Au cœur de l’Ontario, une histoire se déroule : patrimoine culturel, travail acharné et prospérité économique dans le monde vinicole. Entre 2011 et 2019, l’industrie vinicole de l’Ontario a versé pas moins de 5,5 milliards $ dans les coffres de la province tout en fournissant de l’emploi à 23 000 personnes.
Ce succès n’est pas un accident. Il résulte de nombreuses années de travail acharné et est tributaire de canaux commerciaux qui permettent aux vignobles ontariens de rejoindre les consommateurs de la province, principalement la LCBO et nos commerces de vin de proximité.
Mais de sombres nuages pointent. La rumeur veut que le gouvernement Ford apporterait à ce modèle commercial des changements susceptible d’ébranler les fondements de l’industrie vinicole et viticole ontarienne.

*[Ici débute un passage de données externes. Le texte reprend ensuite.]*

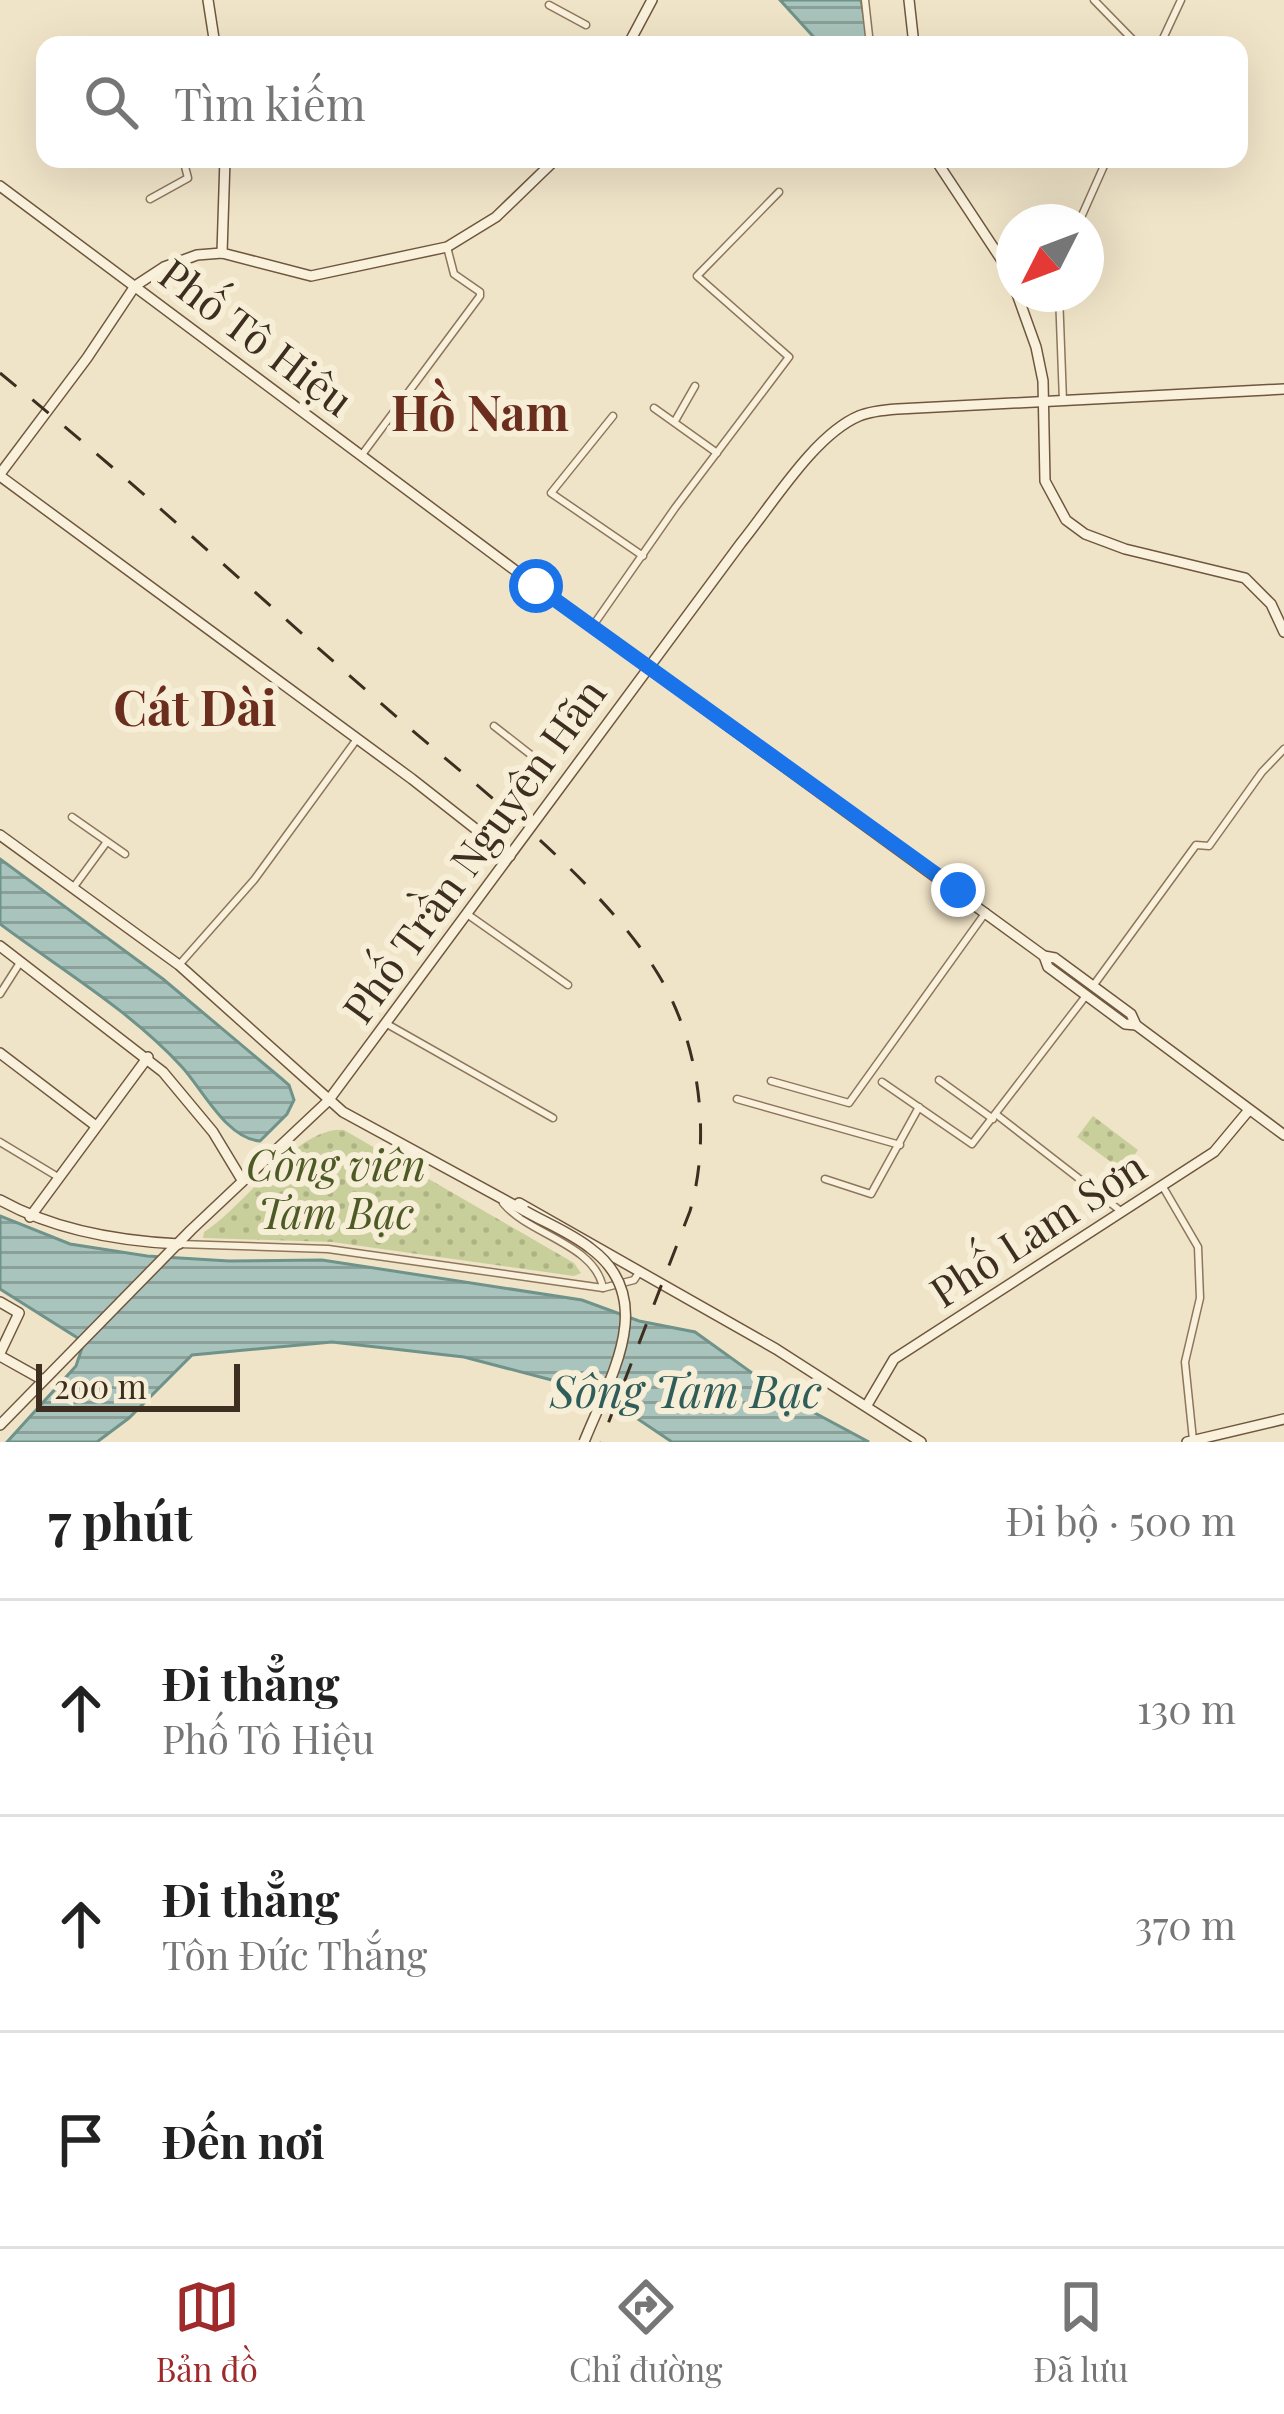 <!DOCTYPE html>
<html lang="vi">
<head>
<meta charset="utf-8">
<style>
  body { margin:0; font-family:"Playfair Display",serif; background:#f6f6f6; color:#222 }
  .compass { position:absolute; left:996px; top:204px; width:108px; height:108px; border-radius:50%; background:#fff; box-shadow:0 12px 48px #0002; rotate:228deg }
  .scale { position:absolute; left:36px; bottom:30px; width:204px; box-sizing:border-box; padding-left:12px; border:6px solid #3d2e20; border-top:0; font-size:33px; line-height:42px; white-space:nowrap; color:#3d2e20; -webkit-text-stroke:9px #f7eed8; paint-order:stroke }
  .stop { position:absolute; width:36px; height:36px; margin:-27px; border:9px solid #1a73e8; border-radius:50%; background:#fff }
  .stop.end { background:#1a73e8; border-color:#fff; box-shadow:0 3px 12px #0008 }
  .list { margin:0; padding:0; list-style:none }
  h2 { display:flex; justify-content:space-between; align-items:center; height:156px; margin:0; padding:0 48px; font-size:51px }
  h2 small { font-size:39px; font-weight:400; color:#767676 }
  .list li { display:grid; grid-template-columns:78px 1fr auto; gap:36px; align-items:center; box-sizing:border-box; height:216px; padding:0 48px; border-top:3px solid #e0e0e0 }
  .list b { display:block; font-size:45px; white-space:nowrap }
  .list p { margin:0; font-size:39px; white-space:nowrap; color:#767676 }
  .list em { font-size:39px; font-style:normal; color:#767676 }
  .icon { flex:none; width:66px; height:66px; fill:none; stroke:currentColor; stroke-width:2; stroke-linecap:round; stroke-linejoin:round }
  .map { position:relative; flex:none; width:1284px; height:1442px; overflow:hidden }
  .search { position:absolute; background:#fff; box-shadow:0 12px 48px #0002; left:36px; right:36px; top:36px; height:132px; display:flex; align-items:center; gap:30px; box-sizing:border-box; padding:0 42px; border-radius:24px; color:#767676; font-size:45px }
  .sheet { height:804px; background:#fff }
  nav { display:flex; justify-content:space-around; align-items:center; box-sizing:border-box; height:168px; border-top:3px solid #e0e0e0; background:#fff; font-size:33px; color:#767676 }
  nav a { display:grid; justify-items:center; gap:6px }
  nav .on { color:#9e2a2b }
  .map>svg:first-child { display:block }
  .green { fill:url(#green-dots) }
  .water { fill:url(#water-rules); stroke:#6f938a; stroke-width:3 }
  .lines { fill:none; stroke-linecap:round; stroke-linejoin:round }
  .street-casing { stroke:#8d765c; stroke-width:9 }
  .secondary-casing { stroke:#6f573f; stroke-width:12 }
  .street { stroke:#faf1dc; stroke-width:6 }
  .secondary { stroke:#faf1dc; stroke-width:9 }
  .rail { stroke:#3d2e20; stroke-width:3; stroke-dasharray:21 21; stroke-linecap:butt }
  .secondary-bridge-casing { stroke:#6f573f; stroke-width:12; stroke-linecap:butt }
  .secondary-bridge { stroke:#faf1dc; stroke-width:9 }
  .route { stroke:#1a73e8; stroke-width:15 }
  .labels { text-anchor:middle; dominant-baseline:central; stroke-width:12; stroke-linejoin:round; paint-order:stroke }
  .street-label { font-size:42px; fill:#3d2e20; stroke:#f7eed8 }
  .park-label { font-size:42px; font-style:italic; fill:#4d5a26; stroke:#f7eed8 }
  .water-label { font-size:45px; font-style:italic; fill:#2f5d5a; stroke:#f7eed8 }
  .quarter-label { font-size:48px; font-weight:bold; fill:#6b2e1e; stroke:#f7eed8 }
</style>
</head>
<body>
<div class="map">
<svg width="1284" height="1442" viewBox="0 0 1284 1442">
  <defs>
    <pattern id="green-dots" width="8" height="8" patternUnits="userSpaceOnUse" patternTransform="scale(3)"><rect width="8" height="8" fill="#c9cf9b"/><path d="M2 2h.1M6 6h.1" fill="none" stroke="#aeb285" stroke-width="1.8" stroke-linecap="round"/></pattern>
    <pattern id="water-rules" width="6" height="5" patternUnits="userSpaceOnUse" patternTransform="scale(3)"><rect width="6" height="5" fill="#a9c4bc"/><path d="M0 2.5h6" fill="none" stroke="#8ba098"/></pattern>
  </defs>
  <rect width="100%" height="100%" fill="#f0e4c8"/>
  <g class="green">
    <path d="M1093,1116L1138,1150L1123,1171L1077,1137Z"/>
    <path d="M344,1130L574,1263L581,1273L574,1276L332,1242L203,1238L204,1232C245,1207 296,1126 344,1130Z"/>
  </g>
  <g class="water">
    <path d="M780,0H861L869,45H821Z"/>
    <path d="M0,859L163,979L282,1079L289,1085L294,1100L287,1114L260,1141C227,1139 203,1090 182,1067C131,1011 60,969 0,924Z"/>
    <path d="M0,1216L70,1244L147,1256L229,1261L322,1260L582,1300L639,1321L695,1332L787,1398L869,1442H672L635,1417L563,1383L464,1357L332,1342L192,1355L129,1418L97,1442H7L76,1366L84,1342L0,1289Z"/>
  </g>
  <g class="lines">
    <g class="street-casing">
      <g id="street">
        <path d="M865,0L870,45"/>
        <path d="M1094,0L1138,45"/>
        <path d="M549,5L586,25"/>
        <path d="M1160,45L1181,0"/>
        <path d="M150,199L188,178L183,159"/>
        <path d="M1079,222L1107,159"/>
        <path d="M1059,294L1063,401"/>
        <path d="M654,408L717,453"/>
        <path d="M613,416L551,493L643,556"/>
        <path d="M675,421L695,386"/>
        <path d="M361,456L480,296V292L454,274L447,247"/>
        <path d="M592,627L675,508L789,357L697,276L779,192"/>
        <path d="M494,726L535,758"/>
        <path d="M72,817L125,854"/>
        <path d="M73,888L106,843"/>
        <path d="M467,914L568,985"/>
        <path d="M179,965L254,880L357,739"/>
        <path d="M1093,986L1196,845L1209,846L1262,772L1284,749"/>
        <path d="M0,994L21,961"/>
        <path d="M387,1024L553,1118"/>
        <path d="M939,1080L993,1119"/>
        <path d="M771,1081L849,1103L986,912"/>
        <path d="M882,1082L972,1144L1085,997"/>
        <path d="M737,1099L900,1145"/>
        <path d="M997,1115L1122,1212"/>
        <path d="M0,1142L58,1177"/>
        <path d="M825,1179L871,1194L919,1107"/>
        <path d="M1163,1187L1198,1247L1200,1298L1185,1362L1193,1440"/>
        <path d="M503,1203C529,1235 595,1244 603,1288"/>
        <path d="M179,1244L328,1249L603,1288L634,1280L640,1271"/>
      </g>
    </g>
    <g class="secondary-casing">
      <g id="secondary">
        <path d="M208,0L215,45"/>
        <path d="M909,0L914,45"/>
        <path d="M628,45L652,0"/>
        <path d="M935,159L1003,262L1014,287"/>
        <path d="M0,186L536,586L1044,956L1055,958L1131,1014L1136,1025L1284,1135"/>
        <path d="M222,253L225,159"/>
        <path d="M1017,294L1036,347L1043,381L1045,481L1066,520L1085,534L1125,549L1245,578L1271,604L1284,632"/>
        <path d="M0,474L87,358L135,286L164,267L197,255L222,253L311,276L447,247L496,217L556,159"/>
        <path d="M0,476L412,779L510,856"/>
        <path d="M0,835L179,965L343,1112L525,1211"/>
        <path d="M0,946L163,1072L213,1132L242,1180"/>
        <path d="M1044,956L1048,967L1125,1024L1136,1025"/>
        <path d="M0,1053L96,1126"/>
        <path d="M0,1200C54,1230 117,1241 179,1244"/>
        <path d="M519,1203L776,1349L921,1442"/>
        <path d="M30,1217L148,1057"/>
        <path d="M0,1302L19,1313L0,1353"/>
        <path d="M0,1356L43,1380"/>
        <path d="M867,1405L894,1359L1214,1152L1249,1110"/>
        <path d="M0,1425L191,1230L328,1101L741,543C772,505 814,435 859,416C871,411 885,410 898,409L1284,389"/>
        <path d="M1187,1442L1284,1419"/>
      </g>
    </g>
    <use href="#street" class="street"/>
    <use href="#secondary" class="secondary"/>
    <path class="rail" d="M0,373C136,484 266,603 399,719C481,790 602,882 658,974C699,1041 712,1135 690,1211L601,1442"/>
    <g class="secondary-bridge-casing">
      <path id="secondary-bridge" d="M525,1211C546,1223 571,1233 590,1248C660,1299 609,1379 584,1442"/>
    </g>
    <use href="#secondary-bridge" class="secondary-bridge"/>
  </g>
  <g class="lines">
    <path class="route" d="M536,586L958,890"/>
  </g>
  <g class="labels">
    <g class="street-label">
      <text transform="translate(257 336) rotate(37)">Phố Tô Hiệu</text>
      <text transform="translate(473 850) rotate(-54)">Phố Trần Nguyên Hãn</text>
      <text transform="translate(1037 1228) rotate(-33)">Phố Lam Sơn</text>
    </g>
    <g class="park-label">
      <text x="336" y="1164">Công viên<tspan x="336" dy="48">Tam Bạc</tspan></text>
    </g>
    <g class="water-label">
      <text x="686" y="1389">Sông Tam Bạc</text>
    </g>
    <g class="quarter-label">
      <text x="480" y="411">Hồ Nam</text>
      <text x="195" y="706">Cát Dài</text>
    </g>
  </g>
</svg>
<svg class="compass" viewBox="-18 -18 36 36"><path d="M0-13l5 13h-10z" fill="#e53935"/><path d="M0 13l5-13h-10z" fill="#767676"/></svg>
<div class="scale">200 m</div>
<div class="stop" style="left:536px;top:586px"></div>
<div class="stop end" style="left:958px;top:890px"></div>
<div class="search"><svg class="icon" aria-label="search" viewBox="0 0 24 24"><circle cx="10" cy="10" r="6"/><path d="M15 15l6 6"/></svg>Tìm kiếm</div>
</div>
<section class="sheet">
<h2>7 phút<small>Đi bộ · 500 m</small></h2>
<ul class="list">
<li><svg class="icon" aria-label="ahead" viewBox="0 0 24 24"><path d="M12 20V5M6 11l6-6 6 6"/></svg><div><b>Đi thẳng</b><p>Phố Tô Hiệu</p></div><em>130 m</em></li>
<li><svg class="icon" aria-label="ahead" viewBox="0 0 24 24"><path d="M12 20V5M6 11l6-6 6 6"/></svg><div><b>Đi thẳng</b><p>Tôn Đức Thắng</p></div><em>370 m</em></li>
<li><svg class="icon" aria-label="arrive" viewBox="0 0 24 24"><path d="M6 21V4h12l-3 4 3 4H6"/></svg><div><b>Đến nơi</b></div></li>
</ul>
</section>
<nav>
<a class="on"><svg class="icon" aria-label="map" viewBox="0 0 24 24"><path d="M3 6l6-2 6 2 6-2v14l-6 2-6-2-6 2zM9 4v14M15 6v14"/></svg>Bản đồ</a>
<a><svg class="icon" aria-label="directions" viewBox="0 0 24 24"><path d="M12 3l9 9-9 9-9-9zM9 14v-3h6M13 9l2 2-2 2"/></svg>Chỉ đường</a>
<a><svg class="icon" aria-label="saved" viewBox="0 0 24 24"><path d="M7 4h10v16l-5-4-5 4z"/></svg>Đã lưu</a>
</nav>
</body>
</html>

Le premier ministre de la province songe apparemment à céder le contrôle de la vente de vin au détail aux géants de l’épicerie, éliminant des emplois locaux en échange de « commodité pour le consommateur ».
N’allez pas croire que la commodité pour le consommateur soit sans valeur. Mais combien de commodité les consommateurs peuvent-ils espérer quand une poignée de grands magasins contrôlent le choix de vins à leur disposition? Et à quel coût? Il faudra être très prudent avant de céder le contrôle du commerce du vin.
Regardez autour de vous. Cinq détaillants géants : Loblaw, Sobeys, Walmart, Costco et Metro ont la main mise sur près de 80 pour cent du marché canadien de l’épicerie. Il n’est plus question de dominance : c’est carrément un oligopole.
De tels pouvoirs apportent la capacité de l’utiliser au détriment de la fabrication et de la transformation domestique. Kraft Heinz à Leamington, Kleenex à Huntsville, Kellogg à London. L’Impact de cet oligopole de l’épicerie fait partie des raisons justifiant les décisions stratégiques de ces entreprises de sortir leurs opérations manufacturières de l’Ontario. Ainsi, des milliers de travailleurs ont perdu leur emploi et ces communautés ont perdu leur employeur principal.
Comme si ça ne suffisait pas, au cours des dernières années, nous avons vu une augmentation alarmante de 20 pour cent du coût de placement de produits sur les étagères des épiceries canadiennes. Pendant ce temps, nos voisins du sud n’ont pas connu de telle hausse.
Un récent sondage mené auprès des membres de Produits alimentaires, de santé et de consommation Canada a dévoilé une hausse inquiétante de 25 % des amendes imposées par ces détaillants. Ce n’est plus une question statistique. C’est toute l’industrie locale qu’on opprime.
Croyez-le ou non, plus de 80 pour cent des produits de marque qui se trouvent présentement sur les étagères canadiennes proviennent de marchés étrangers. Quand nos entreprises locales ont peine à respirer, luttent contre des frais toujours croissants et des pressions imprévisibles, où est donc passée la loyauté envers les gens d’ici?
Penons-un peu à ces gens. Le paysage de l’alimentation et des breuvages de l’Ontario est composé d’environ 4 000 entreprises, la plupart de petite taille et comptant moins de 100 employés. Le secteur vinicole de la province reflète ce même esprit entrepreneurial. Maintenant, les entreprises vinicoles et viticoles doivent s’engager dans une lutte inégale au sein de cet environnement de détail volatil. Il vous faut des preuves? Un article touchant du Toronto Star datant d'avril 2023 dépeint un portrait sombre des ces tactiques d'intimidation.
Les fabricants et transformateurs d’aliments du Canada ont appris à leur détriment comment l’oligopole de l’épicerie peut évincer n’importe quel produit canadiens de leurs étagères, forçant l’innovation et les emplois qui l’accompagnent à chercher refuge chez nos voisins du sud. Le gouvernement Ford devrait réfléchir sérieusement avant de déchainer les mêmes forces sur les vignobles et producteurs de raisins domestiques de l’Ontario.
Nous sommes à un carrefour. L’industrie vinicole, pierre d’assis de l’agroalimentaire, du tourisme et du secteur hôtelier des régions de Niagara, Lake Erie-North Shore et Prince Edward County, a une importance non-négligeable. La question va plus loin que le vin; c’est la conservation d’un héritage.
Alors que nous trinquons à l’avenir, assurons-nous que la valeur des vignobles ontariens demeure intacte et protégée afin qu’ils continuent à croître et à prospérer.
Prenez note : Cette lettre ouverte a été publiée dans l'édition du 13 septembre 2023 du Hamilton Spectator.